Manual Token Class Definition

When the command line option --token-class-file is specified, followed by a header file name, no token class is generated. This section discusses the requirements on the token class in order to properly interact with the lexer. At the end of this subsection, the command line arguments are mentioned which communicate the token class configuration. In the following TOKEN shall represent the chosen name of the token class.

First of all, a token class/struct must provide a means to construct, destruct, and copy a token. For that the following three functions must be provided.

function:: void TOKEN_construct(TOKEN* me); function:: void TOKEN_destruct(TOKEN* me); function:: void TOKEN_copy(TOKEN* me, const TOKEN* other);

The me pointer takes the role of the this pointer in C++. In C++, construction and destruction are best implemented in constructors and destructors of the token class to ensure that all relevant constructors and destructors of members are called. Then, the TOKEN_construct() function should call the constructor via placement new. TOKEN_destruct() is best implemented as an explicit call to the destructor.

For the implementation of brief token senders (section sec) the following function must be provided.

bool TOKEN_take_text(TOKEN*                 __this,
const LEXER_lexatom_t* Begin,
const LEXER_lexatom_t* End);

This function tells the token to store information about the current lexeme.
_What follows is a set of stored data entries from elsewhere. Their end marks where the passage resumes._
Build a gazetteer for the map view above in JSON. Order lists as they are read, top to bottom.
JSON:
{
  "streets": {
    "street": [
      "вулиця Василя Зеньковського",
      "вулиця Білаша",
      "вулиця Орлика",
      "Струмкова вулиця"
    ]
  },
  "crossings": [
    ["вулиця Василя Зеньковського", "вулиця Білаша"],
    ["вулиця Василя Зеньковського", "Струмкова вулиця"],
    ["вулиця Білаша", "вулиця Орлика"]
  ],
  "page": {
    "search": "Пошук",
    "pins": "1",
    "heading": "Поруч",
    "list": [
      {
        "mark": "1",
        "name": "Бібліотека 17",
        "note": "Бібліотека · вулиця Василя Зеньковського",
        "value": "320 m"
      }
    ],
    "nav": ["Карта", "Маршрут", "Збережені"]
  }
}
Begin points to the first lexatom of the text to be carried by the token. End points to the first lexatom after the last lexatom of concern.
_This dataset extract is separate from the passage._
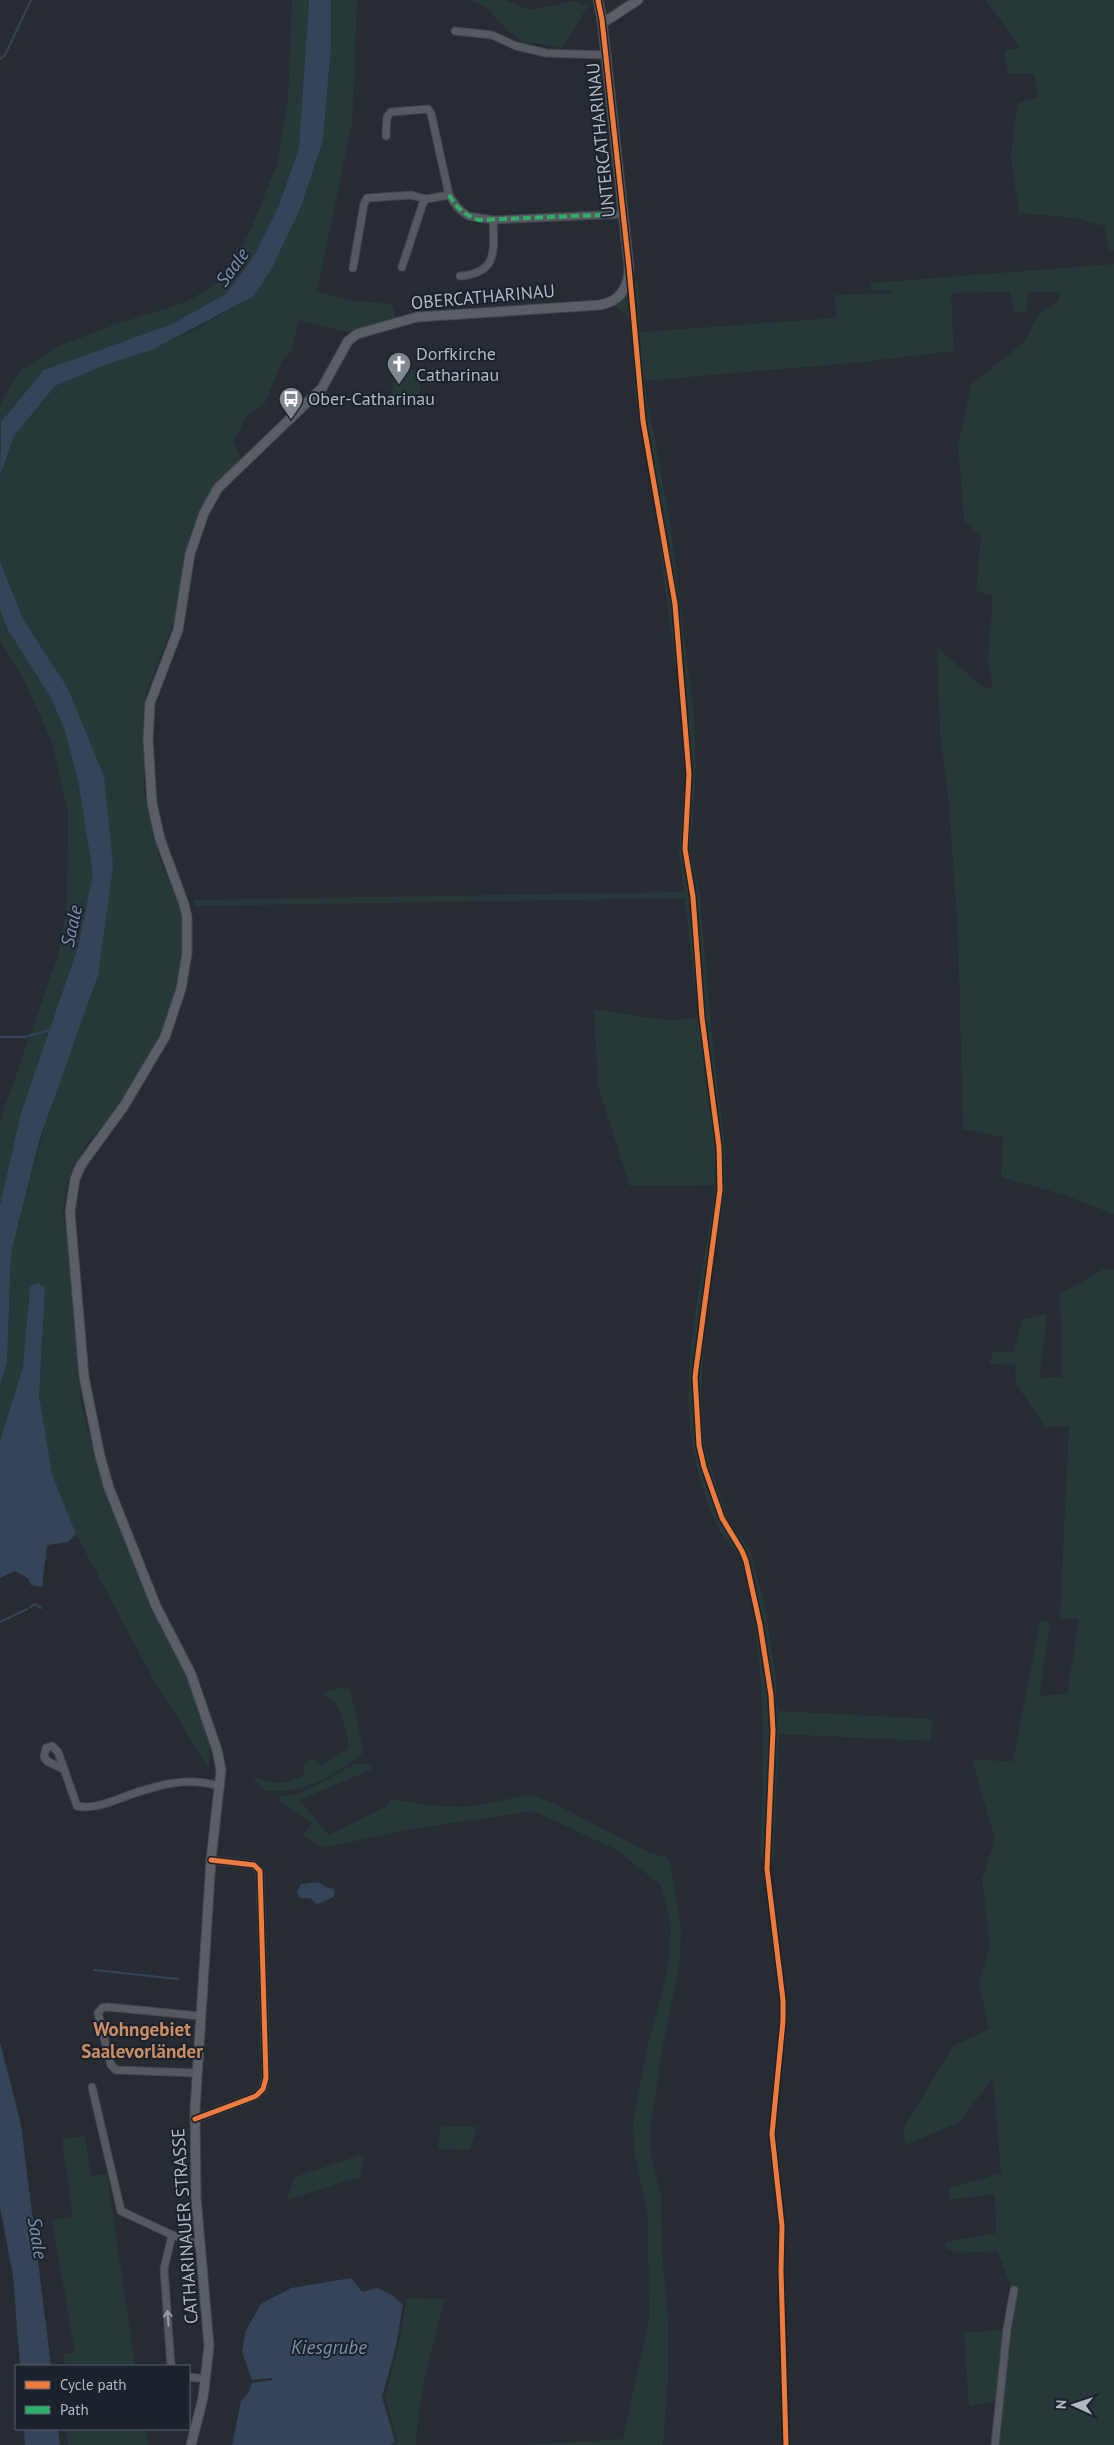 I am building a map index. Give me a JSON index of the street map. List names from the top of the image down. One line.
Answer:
{"streets":{"main road":["UNTERCATHARINAU","OBERCATHARINAU","CATHARINAUER STRASSE"]},"crossings":[["UNTERCATHARINAU","OBERCATHARINAU"],["OBERCATHARINAU","CATHARINAUER STRASSE"]],"districts":["Wohngebiet Saalevorländer"],"water":["Saale","Kiesgrube"],"places":{"church":["Dorfkirche Catharinau"],"bus stop":["Ober-Catharinau"]},"legend":["Cycle path","Path"],"north":"left"} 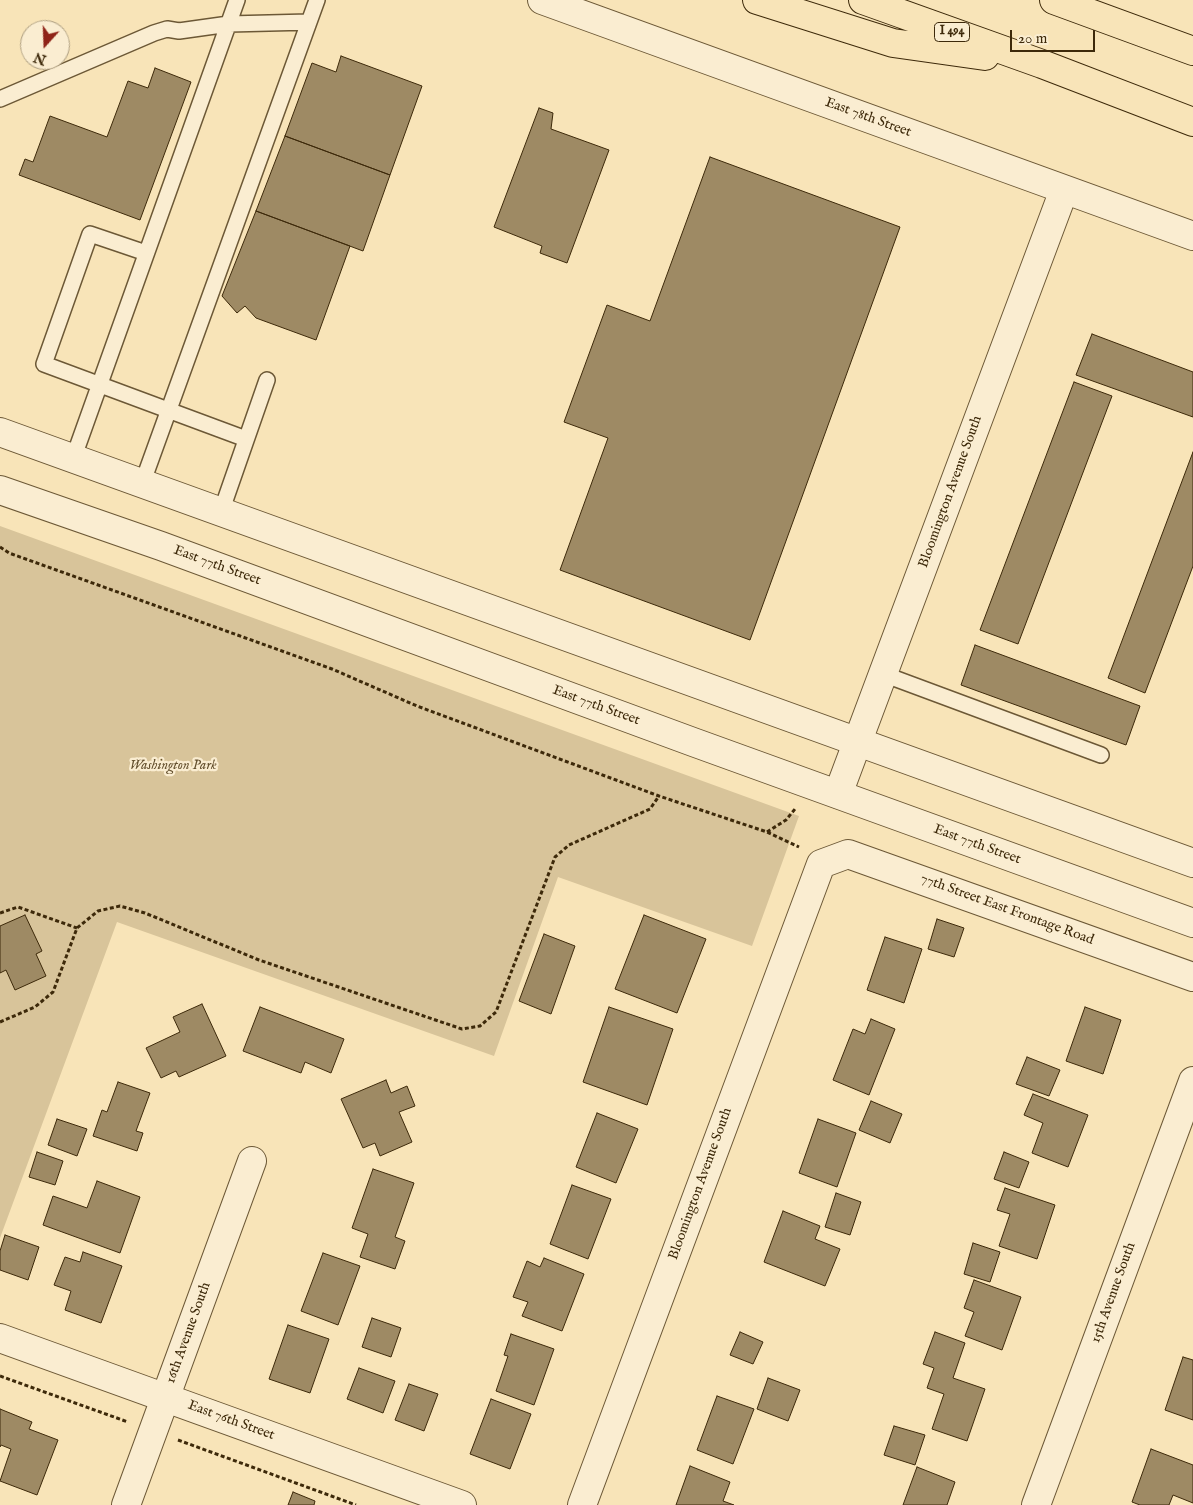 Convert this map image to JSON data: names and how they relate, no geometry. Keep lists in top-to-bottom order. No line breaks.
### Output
{"streets":{"highway":["I 494"],"street":["East 78th Street","Bloomington Avenue South","East 77th Street","77th Street East Frontage Road","15th Avenue South","16th Avenue South","East 76th Street"]},"crossings":[["East 78th Street","Bloomington Avenue South"],["Bloomington Avenue South","East 77th Street"],["Bloomington Avenue South","77th Street East Frontage Road"],["16th Avenue South","East 76th Street"]],"parks":["Washington Park"],"scale_bar":"20 m","north":"bottom"}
As a last requirement, the standard members id, line_n, and column_n must be provided with their name. To generate proper interactions with the lexer, Quex requires knowledge about the token class’ configuration. This information is, either, passed on the command line, or, as shown at the end of the previous section, in the token class’ header file, embraced by <<<QUEX-OPTIONS>>> tags. The command line arguments relevant for external token class definition explained in the list below.

--token-class-file name file-name

Disables the generation of the default token class and considers file-name to contain the name of the user defined header file.

--token-class name0::name1 ... ::class-name

Tells about the token class’ name and namespace. Nested name spaces are mentioned from left to right and separated by ::. The right-most name is the name of the token class itself. If the token class is located in the root name space, only the class name is specified without any ::.

The following three options define the type of the class members which carry the token identifier id, the line number line_n and the column number column_n.

--token-id-type       type-name
--token-line-n-type   type-name
--token-column-n-type type-name

If the lexer shall support token repetition (token identifiers with the \\repeatable tag), then one member in the token class must be specified to carry the repetition number. The name of this member is communicated via the following option.

--token-repetition-n-member-name number

When brief token senders shall accept lexemes as an input the token must provide a TOKEN_take_text function [#f1]_. This is communicated with the following command line option.

--token-class-support-take-text

In that case, also the lexatom type needs to be specified by the following options.

--lexatom-type  type-name

As a starting point, a generated token class might facilitate development. This also, has the advantage that all command line arguments are pre-specified in the <<<QUEX-OPTIONS>>> – ready to be customized.